### What needs to be done
Check every line of the data for the word "linecap", and copy those that have it.

### Data supplied
____
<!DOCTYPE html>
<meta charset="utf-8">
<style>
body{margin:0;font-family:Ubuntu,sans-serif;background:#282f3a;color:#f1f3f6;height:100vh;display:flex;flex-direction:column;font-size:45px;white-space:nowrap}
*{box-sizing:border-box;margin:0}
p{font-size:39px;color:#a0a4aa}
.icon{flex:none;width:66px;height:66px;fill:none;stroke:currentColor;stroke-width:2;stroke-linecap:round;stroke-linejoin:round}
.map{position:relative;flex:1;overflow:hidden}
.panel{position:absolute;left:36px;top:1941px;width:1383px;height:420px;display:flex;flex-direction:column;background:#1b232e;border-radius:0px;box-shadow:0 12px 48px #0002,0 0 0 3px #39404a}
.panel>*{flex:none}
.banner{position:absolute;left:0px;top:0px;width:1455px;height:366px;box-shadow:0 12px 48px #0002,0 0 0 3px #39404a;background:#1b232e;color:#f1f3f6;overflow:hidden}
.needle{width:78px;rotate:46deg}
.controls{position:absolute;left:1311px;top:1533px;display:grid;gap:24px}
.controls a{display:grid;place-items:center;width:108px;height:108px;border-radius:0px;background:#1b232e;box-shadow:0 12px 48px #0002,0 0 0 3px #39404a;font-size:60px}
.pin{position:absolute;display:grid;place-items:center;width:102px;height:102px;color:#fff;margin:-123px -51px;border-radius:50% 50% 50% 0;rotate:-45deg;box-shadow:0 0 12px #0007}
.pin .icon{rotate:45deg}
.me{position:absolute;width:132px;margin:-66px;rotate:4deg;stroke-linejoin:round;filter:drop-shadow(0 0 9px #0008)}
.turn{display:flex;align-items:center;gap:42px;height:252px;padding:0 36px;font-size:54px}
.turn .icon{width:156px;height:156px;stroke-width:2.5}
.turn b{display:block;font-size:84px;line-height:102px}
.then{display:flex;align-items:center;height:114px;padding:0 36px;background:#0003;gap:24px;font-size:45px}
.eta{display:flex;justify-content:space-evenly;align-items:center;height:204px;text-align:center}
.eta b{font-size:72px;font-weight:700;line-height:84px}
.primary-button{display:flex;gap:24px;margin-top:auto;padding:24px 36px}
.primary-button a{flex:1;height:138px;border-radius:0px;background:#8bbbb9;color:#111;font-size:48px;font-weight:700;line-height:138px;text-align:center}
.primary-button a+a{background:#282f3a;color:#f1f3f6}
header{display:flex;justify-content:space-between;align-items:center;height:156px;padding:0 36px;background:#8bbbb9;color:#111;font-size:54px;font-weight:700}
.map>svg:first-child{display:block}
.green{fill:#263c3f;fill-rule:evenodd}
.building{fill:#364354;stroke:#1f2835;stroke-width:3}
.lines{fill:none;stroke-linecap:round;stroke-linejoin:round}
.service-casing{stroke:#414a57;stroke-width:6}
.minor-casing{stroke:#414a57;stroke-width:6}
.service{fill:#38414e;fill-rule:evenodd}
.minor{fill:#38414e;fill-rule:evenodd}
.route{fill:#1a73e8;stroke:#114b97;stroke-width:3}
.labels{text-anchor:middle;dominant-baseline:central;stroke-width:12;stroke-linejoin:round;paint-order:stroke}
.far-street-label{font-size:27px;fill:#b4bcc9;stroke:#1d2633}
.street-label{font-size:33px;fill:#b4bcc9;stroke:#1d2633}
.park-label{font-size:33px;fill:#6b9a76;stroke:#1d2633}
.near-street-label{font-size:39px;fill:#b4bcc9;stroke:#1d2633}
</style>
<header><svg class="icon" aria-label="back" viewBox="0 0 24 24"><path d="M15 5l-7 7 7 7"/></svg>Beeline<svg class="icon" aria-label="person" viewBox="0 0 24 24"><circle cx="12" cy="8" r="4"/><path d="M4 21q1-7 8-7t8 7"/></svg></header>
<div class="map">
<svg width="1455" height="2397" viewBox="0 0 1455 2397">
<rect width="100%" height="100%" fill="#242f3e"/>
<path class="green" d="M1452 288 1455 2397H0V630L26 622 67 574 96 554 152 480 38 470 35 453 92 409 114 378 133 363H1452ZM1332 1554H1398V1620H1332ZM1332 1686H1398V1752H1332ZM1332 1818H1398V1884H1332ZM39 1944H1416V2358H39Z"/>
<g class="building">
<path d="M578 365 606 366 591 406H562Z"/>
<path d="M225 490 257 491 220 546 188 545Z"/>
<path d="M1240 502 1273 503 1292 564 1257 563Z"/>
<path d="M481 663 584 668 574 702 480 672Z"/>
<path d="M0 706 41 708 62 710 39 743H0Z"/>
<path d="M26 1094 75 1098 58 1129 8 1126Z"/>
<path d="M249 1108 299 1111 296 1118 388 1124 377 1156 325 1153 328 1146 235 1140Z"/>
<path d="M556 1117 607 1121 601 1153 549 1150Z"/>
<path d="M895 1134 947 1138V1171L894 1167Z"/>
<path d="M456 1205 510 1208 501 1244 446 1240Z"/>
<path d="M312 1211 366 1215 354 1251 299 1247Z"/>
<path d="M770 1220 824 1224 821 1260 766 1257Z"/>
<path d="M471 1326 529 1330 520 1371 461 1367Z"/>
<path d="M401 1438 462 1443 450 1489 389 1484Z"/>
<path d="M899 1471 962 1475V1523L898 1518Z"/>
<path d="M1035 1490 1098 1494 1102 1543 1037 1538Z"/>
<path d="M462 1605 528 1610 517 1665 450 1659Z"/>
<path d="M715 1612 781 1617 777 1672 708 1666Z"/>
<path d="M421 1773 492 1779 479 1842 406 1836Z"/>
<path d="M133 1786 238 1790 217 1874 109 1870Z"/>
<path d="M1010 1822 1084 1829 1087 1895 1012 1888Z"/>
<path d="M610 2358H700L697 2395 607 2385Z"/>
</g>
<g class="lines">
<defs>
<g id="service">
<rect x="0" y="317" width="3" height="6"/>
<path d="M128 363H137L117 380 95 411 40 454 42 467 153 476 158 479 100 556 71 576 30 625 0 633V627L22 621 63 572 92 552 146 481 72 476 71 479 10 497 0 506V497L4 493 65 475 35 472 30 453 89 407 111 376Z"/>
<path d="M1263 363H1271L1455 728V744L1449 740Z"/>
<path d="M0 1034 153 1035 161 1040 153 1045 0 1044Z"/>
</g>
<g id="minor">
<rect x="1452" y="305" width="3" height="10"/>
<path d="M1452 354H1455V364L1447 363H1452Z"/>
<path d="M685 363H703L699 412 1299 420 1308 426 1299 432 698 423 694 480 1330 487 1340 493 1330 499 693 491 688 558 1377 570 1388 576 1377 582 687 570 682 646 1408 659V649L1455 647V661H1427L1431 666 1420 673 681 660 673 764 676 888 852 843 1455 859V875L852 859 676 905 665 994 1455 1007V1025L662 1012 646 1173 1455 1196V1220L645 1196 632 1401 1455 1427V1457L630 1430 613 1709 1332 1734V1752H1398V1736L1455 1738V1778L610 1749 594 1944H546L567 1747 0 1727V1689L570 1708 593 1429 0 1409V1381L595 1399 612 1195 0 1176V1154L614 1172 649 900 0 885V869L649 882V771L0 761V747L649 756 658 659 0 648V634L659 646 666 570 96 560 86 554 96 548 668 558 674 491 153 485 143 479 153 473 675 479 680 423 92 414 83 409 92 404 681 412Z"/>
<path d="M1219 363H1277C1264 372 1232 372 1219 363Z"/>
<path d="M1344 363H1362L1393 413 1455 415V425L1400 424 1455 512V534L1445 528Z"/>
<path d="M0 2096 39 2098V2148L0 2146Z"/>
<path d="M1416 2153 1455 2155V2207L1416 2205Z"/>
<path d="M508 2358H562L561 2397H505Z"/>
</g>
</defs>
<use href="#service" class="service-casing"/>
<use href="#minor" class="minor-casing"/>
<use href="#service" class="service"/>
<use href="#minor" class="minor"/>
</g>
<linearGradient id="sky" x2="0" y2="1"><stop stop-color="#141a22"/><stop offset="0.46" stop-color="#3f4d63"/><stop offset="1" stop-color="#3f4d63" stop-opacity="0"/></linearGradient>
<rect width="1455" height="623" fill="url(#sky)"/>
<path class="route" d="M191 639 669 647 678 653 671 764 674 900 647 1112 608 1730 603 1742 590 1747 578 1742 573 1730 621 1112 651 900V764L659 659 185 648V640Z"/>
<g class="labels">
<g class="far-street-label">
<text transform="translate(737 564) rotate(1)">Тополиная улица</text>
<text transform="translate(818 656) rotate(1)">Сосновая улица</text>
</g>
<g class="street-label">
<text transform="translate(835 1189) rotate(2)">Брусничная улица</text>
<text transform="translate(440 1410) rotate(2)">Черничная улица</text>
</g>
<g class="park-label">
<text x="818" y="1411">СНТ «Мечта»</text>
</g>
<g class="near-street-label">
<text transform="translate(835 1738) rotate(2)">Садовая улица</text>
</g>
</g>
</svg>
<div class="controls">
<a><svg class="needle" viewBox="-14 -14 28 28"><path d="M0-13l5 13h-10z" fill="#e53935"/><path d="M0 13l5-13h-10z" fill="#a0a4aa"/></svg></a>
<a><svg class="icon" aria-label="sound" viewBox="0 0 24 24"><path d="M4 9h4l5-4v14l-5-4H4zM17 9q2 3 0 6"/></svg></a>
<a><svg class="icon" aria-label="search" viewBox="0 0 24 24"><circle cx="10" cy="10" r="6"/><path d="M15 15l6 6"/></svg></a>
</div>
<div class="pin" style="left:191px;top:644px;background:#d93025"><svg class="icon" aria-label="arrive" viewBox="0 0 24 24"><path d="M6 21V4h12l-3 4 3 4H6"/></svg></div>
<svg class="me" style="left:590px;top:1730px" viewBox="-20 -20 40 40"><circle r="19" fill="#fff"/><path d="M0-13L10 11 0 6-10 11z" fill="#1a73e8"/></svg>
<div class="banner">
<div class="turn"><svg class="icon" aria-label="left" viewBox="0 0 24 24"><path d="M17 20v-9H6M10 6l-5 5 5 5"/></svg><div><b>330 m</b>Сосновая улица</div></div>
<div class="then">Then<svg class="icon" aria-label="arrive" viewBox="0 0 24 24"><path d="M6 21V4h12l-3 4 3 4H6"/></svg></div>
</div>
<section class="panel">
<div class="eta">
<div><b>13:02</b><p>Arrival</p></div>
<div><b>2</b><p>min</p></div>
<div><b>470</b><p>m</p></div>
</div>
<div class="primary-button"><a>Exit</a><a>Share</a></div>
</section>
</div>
____
### Reply
.icon{flex:none;width:66px;height:66px;fill:none;stroke:currentColor;stroke-width:2;stroke-linecap:round;stroke-linejoin:round}
.lines{fill:none;stroke-linecap:round;stroke-linejoin:round}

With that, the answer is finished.